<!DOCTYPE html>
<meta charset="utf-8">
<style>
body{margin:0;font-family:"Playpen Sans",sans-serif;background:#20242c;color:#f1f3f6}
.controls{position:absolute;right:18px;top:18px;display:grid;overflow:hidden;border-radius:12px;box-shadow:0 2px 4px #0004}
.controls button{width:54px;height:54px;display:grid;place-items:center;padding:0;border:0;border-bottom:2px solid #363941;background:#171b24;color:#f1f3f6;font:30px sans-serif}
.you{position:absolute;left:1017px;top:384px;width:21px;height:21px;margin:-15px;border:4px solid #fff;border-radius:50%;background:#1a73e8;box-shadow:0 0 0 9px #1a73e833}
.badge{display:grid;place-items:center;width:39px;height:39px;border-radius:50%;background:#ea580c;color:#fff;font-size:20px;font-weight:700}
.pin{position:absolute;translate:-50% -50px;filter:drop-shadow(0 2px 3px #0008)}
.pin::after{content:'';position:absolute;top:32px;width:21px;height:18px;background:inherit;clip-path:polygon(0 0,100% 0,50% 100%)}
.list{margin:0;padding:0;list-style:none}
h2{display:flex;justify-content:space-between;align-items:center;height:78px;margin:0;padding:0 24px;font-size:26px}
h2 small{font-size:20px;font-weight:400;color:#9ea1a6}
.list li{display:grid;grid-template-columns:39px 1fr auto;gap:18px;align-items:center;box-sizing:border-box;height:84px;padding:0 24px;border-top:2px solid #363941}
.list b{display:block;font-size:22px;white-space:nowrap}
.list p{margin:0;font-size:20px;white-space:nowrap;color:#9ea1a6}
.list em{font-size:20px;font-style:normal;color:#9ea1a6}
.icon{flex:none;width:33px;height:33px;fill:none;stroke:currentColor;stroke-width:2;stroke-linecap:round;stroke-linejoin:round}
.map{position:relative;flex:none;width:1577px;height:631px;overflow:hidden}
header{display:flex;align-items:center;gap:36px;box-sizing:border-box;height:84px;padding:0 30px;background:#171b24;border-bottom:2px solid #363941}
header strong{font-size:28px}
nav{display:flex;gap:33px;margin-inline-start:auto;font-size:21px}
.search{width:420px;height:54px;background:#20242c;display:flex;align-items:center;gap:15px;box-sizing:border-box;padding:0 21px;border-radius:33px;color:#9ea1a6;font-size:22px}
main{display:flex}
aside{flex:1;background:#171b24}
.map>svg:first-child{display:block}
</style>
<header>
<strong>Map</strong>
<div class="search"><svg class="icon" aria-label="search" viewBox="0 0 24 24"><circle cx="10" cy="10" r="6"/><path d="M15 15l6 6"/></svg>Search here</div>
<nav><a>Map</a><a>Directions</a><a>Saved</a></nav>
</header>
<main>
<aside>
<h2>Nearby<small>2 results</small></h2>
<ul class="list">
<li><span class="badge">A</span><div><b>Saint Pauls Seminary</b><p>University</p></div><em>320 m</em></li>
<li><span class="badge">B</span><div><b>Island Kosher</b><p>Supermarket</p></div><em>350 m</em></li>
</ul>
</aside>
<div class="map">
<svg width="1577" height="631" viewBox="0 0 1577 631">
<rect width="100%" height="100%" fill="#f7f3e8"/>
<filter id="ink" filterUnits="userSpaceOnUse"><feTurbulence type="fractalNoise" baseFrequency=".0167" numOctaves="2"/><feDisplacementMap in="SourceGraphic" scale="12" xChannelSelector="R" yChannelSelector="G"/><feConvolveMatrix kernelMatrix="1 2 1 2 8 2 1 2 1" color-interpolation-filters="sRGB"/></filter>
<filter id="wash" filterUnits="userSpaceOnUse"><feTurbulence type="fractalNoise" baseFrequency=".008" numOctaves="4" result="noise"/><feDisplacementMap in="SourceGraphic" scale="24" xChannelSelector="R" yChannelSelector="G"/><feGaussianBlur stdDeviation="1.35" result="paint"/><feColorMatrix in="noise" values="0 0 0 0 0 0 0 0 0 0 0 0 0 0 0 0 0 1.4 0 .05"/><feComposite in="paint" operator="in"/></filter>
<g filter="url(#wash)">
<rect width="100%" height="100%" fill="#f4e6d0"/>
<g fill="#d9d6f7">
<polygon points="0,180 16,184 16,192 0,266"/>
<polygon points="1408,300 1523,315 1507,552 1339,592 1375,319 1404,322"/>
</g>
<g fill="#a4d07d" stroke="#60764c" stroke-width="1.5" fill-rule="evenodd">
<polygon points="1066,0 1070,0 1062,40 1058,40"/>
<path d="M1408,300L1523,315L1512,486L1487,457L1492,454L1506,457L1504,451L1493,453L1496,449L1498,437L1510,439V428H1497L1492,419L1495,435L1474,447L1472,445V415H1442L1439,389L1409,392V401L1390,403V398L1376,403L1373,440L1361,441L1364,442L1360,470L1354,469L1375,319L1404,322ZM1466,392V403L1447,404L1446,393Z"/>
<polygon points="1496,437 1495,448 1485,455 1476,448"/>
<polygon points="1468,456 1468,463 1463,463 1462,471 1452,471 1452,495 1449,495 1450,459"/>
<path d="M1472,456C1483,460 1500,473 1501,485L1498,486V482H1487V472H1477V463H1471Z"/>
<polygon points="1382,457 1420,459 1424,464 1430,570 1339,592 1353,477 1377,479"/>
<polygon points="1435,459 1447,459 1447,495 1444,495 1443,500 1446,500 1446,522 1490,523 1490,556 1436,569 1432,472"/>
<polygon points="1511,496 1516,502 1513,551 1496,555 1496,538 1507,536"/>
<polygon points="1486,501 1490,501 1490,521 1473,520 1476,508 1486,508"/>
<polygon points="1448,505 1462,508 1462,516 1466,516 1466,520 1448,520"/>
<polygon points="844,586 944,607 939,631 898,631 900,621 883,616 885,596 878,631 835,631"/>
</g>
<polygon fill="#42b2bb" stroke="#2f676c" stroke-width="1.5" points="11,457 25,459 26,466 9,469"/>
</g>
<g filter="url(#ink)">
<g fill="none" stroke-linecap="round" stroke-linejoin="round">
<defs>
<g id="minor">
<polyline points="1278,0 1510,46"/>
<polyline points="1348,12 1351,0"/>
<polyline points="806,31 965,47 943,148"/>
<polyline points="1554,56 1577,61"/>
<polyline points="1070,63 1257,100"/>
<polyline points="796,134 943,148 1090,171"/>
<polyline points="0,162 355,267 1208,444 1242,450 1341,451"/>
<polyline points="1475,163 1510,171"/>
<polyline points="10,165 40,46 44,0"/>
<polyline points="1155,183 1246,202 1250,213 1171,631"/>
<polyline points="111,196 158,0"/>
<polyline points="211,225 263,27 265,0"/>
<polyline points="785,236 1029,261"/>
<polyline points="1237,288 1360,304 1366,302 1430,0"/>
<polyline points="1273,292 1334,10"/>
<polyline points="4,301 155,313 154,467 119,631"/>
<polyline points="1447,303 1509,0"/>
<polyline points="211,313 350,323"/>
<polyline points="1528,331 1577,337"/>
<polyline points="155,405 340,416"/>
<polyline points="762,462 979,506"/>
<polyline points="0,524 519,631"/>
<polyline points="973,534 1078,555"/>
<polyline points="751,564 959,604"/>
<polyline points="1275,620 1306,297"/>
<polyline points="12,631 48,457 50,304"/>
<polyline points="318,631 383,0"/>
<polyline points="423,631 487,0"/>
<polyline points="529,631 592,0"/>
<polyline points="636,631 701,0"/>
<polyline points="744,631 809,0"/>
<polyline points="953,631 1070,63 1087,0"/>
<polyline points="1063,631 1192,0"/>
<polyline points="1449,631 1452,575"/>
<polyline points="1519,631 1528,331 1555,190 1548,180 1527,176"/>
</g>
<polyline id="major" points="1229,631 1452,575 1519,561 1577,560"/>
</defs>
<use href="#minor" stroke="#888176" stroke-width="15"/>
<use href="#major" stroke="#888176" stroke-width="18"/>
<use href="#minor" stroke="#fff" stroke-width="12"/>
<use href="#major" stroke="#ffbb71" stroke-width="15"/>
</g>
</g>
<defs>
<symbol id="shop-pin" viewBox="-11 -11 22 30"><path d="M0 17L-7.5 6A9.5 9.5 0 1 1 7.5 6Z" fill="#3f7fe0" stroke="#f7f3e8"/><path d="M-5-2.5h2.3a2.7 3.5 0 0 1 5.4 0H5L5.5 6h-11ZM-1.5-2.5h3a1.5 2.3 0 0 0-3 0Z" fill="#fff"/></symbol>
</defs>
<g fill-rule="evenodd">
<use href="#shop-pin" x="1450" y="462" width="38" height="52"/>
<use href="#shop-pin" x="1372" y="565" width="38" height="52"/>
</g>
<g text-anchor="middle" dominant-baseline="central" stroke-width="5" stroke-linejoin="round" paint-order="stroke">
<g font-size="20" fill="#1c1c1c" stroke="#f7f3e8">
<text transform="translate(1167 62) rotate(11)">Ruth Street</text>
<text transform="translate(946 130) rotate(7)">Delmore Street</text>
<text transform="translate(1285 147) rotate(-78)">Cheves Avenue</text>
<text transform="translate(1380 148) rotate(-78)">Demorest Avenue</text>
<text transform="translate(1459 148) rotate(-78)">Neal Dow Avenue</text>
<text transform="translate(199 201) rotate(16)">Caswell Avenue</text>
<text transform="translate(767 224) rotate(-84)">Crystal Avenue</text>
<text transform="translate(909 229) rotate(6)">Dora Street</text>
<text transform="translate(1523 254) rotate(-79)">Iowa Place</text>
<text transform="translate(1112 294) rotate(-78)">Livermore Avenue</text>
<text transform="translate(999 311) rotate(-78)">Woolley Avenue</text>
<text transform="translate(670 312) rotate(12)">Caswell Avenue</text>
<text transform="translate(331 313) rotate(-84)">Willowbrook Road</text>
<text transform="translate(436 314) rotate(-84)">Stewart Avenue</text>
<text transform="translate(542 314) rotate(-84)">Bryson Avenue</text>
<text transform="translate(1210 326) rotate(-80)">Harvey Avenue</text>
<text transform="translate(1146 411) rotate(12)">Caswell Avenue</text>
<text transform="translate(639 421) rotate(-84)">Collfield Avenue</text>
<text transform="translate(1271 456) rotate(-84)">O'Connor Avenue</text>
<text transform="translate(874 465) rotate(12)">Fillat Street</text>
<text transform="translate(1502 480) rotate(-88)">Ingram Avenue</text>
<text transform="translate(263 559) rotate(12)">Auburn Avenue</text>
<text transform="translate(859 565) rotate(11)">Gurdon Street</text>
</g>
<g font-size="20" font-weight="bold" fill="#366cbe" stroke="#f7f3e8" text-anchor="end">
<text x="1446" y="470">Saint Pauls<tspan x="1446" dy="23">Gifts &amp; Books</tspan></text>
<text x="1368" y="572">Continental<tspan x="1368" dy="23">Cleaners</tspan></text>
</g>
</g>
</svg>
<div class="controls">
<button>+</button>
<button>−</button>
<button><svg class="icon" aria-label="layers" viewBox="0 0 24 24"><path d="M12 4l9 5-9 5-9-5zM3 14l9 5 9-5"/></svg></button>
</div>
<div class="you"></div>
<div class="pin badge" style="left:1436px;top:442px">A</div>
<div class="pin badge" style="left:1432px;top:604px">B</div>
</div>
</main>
------------------------------------
_What needs to be done_
Using the entries above, state how many lines contain the string "label"; the number is all that is needed.

_Answer_
2